>>

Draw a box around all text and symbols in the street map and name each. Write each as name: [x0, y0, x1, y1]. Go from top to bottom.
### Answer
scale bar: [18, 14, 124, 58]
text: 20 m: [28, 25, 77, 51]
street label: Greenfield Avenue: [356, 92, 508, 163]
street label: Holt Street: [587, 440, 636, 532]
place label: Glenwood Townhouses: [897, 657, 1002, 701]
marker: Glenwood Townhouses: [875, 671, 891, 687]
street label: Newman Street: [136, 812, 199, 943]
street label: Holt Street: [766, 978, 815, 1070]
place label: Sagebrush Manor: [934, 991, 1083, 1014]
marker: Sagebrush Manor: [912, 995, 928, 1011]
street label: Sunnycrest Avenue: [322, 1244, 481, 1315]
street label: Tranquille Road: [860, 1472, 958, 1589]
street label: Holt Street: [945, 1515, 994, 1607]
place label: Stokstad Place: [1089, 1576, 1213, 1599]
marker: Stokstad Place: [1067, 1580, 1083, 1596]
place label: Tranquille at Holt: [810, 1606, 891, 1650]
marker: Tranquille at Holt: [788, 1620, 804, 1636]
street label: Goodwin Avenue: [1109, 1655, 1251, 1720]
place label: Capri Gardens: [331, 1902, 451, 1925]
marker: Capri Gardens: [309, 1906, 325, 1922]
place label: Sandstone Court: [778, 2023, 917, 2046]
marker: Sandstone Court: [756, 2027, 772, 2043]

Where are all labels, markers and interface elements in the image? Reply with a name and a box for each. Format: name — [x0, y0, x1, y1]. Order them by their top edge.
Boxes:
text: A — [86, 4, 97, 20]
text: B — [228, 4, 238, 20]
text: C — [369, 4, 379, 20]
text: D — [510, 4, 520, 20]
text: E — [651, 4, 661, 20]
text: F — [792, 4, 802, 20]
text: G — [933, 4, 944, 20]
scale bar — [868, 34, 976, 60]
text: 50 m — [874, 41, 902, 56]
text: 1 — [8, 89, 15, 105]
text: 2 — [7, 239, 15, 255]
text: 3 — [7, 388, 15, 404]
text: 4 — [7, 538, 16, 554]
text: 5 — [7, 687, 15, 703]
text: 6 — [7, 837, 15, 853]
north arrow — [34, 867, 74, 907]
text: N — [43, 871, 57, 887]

<<

Transcribe exactly the lines from the one containing "Where are all" through the end of the records, both included, and nothing else.

> Problem solution
Where are all labels, markers and interface elements in the image? Reply with a name and a box for each. Format: name — [x0, y0, x1, y1]. Order them by their top edge.
Boxes:
text: A — [86, 4, 97, 20]
text: B — [228, 4, 238, 20]
text: C — [369, 4, 379, 20]
text: D — [510, 4, 520, 20]
text: E — [651, 4, 661, 20]
text: F — [792, 4, 802, 20]
text: G — [933, 4, 944, 20]
scale bar — [868, 34, 976, 60]
text: 50 m — [874, 41, 902, 56]
text: 1 — [8, 89, 15, 105]
text: 2 — [7, 239, 15, 255]
text: 3 — [7, 388, 15, 404]
text: 4 — [7, 538, 16, 554]
text: 5 — [7, 687, 15, 703]
text: 6 — [7, 837, 15, 853]
north arrow — [34, 867, 74, 907]
text: N — [43, 871, 57, 887]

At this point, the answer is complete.